▶ [Task to carry out]: From the data below, repeat exactly the lines from the line with "content:''; position:absolute; top:26px;" to the line with "font-size:16px; font-weight:400; color:#a19fa5", both included.

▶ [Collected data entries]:
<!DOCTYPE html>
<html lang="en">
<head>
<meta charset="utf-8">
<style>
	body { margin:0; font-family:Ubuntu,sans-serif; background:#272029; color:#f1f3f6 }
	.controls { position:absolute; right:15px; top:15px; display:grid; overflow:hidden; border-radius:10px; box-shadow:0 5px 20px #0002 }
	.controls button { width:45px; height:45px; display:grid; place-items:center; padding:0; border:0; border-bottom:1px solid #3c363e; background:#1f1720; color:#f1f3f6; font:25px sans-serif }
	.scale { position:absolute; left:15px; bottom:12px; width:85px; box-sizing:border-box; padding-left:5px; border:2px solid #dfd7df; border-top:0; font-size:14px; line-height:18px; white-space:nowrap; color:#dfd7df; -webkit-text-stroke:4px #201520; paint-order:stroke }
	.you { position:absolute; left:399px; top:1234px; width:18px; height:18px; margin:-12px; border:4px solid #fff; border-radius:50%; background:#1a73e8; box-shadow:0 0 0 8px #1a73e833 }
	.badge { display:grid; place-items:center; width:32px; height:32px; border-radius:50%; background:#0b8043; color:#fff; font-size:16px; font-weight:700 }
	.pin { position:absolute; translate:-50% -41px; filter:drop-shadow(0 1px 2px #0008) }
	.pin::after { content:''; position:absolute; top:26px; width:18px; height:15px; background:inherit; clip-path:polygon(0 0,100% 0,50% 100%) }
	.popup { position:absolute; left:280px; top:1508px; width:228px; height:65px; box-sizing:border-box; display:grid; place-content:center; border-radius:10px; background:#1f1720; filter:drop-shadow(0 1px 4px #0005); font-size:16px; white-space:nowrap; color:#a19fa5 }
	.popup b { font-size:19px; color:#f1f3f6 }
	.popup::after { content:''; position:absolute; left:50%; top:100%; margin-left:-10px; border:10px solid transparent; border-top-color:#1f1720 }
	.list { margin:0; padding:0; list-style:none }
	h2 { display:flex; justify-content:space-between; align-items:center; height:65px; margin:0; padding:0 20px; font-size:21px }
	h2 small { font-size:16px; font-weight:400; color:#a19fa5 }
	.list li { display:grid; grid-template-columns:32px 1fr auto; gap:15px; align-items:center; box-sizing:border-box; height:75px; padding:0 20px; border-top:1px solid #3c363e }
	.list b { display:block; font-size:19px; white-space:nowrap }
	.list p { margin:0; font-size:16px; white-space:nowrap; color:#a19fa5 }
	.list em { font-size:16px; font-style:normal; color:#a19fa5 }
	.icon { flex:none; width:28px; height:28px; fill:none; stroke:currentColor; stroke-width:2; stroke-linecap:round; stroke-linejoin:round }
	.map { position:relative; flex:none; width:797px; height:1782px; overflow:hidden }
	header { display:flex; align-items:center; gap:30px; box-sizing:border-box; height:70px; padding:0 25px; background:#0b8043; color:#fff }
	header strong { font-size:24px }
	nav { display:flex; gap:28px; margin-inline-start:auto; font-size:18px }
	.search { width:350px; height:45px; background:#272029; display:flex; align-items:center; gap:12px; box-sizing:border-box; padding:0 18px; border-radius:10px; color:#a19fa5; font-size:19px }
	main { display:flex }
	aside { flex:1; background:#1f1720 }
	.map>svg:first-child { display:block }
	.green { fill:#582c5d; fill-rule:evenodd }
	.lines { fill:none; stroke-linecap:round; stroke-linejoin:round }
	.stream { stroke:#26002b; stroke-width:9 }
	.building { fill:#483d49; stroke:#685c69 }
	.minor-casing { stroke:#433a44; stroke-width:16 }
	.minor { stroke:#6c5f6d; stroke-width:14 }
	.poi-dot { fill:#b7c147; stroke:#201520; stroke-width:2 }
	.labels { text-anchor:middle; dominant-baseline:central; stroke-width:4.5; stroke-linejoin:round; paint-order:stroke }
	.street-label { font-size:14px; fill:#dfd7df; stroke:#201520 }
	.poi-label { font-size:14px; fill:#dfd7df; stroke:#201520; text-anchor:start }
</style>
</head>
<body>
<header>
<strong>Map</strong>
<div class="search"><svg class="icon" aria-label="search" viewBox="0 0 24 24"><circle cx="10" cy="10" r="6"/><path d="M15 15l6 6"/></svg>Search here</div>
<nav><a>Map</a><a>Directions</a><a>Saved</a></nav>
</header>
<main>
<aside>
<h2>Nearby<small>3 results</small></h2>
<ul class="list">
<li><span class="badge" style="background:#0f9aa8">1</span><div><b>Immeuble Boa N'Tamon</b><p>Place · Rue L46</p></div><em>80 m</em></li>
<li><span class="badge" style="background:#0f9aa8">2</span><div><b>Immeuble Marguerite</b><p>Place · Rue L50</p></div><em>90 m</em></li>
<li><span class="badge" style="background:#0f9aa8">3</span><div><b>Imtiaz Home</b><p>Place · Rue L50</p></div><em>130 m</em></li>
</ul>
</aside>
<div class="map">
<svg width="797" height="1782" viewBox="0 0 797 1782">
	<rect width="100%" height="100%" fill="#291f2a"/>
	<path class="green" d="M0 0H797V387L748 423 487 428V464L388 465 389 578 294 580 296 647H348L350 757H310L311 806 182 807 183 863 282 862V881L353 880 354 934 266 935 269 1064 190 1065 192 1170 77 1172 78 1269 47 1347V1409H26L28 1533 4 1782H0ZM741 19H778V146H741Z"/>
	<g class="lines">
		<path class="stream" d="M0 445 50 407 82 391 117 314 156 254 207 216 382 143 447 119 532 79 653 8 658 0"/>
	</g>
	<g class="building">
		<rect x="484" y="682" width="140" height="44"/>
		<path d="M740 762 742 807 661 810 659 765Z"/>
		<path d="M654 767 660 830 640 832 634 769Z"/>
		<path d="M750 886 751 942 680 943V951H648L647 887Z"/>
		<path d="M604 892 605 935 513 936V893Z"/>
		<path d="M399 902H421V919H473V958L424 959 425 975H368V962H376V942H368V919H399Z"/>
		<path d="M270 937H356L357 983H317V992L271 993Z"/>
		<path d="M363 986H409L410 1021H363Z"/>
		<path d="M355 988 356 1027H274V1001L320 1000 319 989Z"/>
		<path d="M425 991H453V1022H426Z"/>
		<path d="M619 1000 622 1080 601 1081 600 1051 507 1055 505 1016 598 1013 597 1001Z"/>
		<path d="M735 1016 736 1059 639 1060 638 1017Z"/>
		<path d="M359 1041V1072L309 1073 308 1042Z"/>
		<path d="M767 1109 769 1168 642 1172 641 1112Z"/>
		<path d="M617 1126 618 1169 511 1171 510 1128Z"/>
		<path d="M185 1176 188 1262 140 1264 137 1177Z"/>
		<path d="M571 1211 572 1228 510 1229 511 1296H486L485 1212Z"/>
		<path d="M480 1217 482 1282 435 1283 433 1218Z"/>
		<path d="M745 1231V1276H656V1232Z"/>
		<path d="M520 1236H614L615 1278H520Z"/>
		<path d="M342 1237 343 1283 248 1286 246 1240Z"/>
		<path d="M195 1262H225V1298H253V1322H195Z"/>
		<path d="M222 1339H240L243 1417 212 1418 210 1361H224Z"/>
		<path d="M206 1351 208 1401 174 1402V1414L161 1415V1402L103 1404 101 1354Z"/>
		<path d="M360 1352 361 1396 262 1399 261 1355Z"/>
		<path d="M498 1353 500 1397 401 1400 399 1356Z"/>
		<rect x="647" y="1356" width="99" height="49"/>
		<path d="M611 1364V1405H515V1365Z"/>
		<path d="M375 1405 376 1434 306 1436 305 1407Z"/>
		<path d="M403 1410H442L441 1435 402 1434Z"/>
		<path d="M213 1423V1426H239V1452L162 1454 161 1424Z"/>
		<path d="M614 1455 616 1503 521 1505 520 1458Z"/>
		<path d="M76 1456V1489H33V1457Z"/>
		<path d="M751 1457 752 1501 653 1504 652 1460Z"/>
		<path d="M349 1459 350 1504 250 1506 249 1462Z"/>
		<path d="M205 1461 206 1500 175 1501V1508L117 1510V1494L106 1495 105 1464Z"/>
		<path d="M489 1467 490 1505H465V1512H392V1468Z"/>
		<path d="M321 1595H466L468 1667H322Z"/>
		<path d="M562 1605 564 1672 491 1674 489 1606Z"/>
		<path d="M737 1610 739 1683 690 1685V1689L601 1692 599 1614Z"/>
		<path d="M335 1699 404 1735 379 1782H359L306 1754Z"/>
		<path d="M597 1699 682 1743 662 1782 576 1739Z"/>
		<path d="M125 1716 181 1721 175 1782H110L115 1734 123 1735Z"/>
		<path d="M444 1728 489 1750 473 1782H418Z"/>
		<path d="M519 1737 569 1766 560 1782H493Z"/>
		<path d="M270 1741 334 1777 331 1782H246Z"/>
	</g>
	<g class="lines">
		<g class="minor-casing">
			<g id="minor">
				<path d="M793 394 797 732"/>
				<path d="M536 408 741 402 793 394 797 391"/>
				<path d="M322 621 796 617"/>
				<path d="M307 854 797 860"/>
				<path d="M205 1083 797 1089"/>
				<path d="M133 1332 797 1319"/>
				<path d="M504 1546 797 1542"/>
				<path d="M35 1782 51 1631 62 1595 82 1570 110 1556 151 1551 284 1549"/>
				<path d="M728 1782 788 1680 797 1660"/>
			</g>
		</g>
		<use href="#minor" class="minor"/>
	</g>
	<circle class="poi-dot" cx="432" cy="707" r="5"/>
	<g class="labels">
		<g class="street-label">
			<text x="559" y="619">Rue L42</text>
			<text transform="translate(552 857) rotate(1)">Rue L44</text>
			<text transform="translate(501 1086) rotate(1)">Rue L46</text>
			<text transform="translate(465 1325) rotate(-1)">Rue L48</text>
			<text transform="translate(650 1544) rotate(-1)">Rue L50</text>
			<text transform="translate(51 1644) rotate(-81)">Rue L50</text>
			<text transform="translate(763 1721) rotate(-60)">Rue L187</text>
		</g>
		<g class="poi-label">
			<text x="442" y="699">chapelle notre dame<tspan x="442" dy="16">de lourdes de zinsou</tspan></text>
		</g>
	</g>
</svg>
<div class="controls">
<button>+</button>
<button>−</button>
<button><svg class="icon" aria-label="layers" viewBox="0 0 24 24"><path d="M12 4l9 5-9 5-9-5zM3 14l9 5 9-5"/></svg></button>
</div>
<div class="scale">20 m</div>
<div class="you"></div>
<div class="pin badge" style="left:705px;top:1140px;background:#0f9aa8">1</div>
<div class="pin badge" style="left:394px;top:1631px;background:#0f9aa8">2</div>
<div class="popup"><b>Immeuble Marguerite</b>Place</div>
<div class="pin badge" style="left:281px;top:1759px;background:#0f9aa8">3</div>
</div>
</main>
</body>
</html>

▶ [Problem solution]:
	.pin::after { content:''; position:absolute; top:26px; width:18px; height:15px; background:inherit; clip-path:polygon(0 0,100% 0,50% 100%) }
	.popup { position:absolute; left:280px; top:1508px; width:228px; height:65px; box-sizing:border-box; display:grid; place-content:center; border-radius:10px; background:#1f1720; filter:drop-shadow(0 1px 4px #0005); font-size:16px; white-space:nowrap; color:#a19fa5 }
	.popup b { font-size:19px; color:#f1f3f6 }
	.popup::after { content:''; position:absolute; left:50%; top:100%; margin-left:-10px; border:10px solid transparent; border-top-color:#1f1720 }
	.list { margin:0; padding:0; list-style:none }
	h2 { display:flex; justify-content:space-between; align-items:center; height:65px; margin:0; padding:0 20px; font-size:21px }
	h2 small { font-size:16px; font-weight:400; color:#a19fa5 }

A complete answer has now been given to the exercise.